[Date Prev][Date Next][Thread Prev][Thread Next][Date Index][Thread Index]
Re: [PATCH] Allow inserting non-BMP characters
From: |
Eli Zaretskii |
Subject: |
Re: [PATCH] Allow inserting non-BMP characters |
Date: |
Tue, 26 Dec 2017 18:11:18 +0200 |
> From: Philipp Stephani <address@hidden>
> Date: Tue, 26 Dec 2017 10:35:42 +0000
> Cc: address@hidden, address@hidden
>
> Suggest to move surrogates_to_codepoint to coding.c, and then use the
> macros UTF_16_HIGH_SURROGATE_P and UTF_16_LOW_SURROGATE_P defined
> there.
>
> Hmm, I'd rather go the other way round and remove these macros later. They
> are macros, thus worse than
> functions,
I don't think we have a policy to prefer inline functions to macros,
and I don't think we should have such a policy. We use inline
functions when that's necessary, but we don't in general prefer them.

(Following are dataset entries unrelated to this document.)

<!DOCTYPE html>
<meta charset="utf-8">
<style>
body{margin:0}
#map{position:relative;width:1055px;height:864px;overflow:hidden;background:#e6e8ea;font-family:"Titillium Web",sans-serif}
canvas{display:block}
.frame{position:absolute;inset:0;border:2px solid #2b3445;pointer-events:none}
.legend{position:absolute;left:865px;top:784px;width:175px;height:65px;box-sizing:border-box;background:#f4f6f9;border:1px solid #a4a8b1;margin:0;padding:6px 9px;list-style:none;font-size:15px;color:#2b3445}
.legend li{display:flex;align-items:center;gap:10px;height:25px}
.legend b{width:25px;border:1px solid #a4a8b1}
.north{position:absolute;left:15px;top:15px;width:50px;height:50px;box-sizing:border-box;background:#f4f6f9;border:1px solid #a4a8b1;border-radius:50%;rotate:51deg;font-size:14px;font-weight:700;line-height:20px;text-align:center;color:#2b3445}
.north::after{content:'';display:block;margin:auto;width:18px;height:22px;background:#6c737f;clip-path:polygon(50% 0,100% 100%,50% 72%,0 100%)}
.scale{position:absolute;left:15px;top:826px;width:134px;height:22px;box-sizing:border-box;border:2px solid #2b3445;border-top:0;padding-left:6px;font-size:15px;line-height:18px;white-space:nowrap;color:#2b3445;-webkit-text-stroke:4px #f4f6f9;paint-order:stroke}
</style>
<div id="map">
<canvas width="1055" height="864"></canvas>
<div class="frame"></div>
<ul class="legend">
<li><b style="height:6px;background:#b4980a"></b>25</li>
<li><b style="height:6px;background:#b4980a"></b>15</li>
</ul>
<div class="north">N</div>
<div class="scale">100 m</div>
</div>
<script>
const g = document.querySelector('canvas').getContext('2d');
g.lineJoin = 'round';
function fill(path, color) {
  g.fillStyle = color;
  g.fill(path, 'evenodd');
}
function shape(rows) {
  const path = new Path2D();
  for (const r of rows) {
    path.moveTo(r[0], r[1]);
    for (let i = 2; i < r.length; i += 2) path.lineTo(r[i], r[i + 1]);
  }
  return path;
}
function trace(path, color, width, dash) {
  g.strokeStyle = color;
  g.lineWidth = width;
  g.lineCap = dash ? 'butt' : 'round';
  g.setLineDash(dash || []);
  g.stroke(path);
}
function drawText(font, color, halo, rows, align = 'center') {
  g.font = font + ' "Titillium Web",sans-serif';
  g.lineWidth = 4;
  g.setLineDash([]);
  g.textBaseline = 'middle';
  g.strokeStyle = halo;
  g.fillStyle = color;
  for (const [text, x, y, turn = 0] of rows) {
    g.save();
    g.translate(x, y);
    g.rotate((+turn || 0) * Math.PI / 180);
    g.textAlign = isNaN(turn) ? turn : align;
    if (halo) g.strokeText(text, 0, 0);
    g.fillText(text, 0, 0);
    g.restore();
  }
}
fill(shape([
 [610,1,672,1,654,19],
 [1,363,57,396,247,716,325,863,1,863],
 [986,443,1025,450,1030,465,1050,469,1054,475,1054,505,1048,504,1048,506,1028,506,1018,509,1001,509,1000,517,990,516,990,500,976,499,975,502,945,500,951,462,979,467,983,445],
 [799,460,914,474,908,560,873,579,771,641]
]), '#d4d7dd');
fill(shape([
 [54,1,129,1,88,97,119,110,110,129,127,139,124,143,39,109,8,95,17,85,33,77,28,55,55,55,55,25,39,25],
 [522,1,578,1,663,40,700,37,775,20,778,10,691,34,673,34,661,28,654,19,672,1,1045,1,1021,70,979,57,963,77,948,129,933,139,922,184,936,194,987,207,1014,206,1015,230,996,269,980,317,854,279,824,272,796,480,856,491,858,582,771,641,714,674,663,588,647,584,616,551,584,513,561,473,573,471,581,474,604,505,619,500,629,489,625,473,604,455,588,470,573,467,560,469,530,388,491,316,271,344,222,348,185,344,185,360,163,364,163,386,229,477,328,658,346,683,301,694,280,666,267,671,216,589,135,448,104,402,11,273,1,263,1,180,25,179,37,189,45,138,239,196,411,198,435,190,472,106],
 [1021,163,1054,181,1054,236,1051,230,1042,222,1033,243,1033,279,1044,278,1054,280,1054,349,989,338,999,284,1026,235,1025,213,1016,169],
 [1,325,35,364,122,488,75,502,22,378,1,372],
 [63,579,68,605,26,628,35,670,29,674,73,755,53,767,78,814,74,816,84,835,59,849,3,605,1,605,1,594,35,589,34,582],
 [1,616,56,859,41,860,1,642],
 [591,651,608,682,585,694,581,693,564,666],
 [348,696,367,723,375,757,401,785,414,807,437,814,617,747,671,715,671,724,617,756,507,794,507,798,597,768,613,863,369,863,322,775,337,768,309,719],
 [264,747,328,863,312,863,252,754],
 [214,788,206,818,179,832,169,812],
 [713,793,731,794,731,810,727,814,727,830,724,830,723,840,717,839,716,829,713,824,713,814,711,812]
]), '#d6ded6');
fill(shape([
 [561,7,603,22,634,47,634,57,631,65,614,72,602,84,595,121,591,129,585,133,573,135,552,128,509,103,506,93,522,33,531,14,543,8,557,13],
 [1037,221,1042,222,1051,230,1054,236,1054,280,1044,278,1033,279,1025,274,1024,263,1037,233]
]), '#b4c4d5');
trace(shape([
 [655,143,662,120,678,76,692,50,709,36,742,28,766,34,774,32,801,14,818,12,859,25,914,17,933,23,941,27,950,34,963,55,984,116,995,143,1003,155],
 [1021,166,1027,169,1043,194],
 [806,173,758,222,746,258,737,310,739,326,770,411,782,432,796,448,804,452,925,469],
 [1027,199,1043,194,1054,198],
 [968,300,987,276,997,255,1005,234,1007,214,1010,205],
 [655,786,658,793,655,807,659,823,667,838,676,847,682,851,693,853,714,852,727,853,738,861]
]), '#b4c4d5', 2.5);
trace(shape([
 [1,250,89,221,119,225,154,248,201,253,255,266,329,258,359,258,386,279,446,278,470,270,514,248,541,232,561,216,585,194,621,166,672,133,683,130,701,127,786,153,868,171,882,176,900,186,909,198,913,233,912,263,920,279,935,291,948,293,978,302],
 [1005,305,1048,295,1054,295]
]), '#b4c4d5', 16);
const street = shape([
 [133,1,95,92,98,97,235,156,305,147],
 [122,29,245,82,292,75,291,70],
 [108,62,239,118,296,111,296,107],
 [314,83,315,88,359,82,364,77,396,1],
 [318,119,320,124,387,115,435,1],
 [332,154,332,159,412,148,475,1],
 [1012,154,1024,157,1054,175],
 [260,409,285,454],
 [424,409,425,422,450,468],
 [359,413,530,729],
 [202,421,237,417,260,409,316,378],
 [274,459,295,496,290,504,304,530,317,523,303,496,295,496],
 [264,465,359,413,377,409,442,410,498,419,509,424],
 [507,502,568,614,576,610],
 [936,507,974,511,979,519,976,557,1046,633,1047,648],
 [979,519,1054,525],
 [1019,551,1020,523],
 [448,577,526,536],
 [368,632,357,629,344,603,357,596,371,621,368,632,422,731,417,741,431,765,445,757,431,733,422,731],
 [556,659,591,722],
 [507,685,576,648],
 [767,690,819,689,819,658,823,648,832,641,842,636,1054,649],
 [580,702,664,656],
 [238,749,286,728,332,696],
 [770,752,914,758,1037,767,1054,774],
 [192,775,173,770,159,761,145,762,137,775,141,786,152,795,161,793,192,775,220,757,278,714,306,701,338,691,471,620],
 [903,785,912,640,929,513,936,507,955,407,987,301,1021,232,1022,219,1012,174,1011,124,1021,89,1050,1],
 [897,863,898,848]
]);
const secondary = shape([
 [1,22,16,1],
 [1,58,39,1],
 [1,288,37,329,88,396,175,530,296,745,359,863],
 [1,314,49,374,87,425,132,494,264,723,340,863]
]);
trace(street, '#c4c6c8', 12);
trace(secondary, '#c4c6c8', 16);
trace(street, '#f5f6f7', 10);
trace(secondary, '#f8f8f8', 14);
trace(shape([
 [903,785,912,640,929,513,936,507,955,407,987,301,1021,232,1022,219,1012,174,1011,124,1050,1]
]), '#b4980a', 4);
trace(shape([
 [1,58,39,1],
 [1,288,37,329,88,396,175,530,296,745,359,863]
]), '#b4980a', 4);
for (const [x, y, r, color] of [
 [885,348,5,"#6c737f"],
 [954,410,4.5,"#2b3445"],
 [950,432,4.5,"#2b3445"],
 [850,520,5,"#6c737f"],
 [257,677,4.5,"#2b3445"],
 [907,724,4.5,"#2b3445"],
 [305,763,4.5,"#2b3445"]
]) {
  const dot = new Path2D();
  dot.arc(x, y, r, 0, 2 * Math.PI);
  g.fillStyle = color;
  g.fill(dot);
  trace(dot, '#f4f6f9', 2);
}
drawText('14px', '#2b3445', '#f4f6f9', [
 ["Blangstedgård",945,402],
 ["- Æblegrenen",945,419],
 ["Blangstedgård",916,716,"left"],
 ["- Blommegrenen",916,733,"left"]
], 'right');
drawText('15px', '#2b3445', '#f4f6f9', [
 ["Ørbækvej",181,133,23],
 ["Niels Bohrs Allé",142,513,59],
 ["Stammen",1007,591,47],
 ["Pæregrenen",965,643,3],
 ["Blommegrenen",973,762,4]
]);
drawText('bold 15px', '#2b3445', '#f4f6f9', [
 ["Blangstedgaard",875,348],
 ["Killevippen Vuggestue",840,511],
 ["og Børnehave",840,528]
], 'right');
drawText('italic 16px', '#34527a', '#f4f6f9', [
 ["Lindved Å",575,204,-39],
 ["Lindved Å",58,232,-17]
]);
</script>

They have their own problems, see the comments in lisp.h for some of
that.
> and don't seem to be correct either (what about a value such as 0x11DC00?).
??? They care correct for UTF-16 sequences, which are 16-bit numbers.
If you need to augment them by testing the high-order bits to be zero
in your case, that's okay, but I don't see any need for introducing
similar but different functionality.
> No new macros please if we can avoid it. Functions are strictly better.
Sorry, I disagree. Each has its advantages, and on balance I find
macros to be slightly better, certainly not worse. There's no need to
avoid them in C.
> I don't care much whether they are in character.h or coding.h, but
> char_surrogate_p is already in character.h.
char_surrogate_p should have used the coding.h macros as well.
> > + USE_SAFE_ALLOCA;
> > + unichar *utf16_buffer;
> > + SAFE_NALLOCA (utf16_buffer, 1, len);
>
> Maximum length of a UTF-16 sequence is known in advance, so why do you
> need SAFE_NALLOCA here? Couldn't you use a buffer of fixed length
> instead?
>
> The text being inserted can be arbitrarily long. Even single characters (i.e.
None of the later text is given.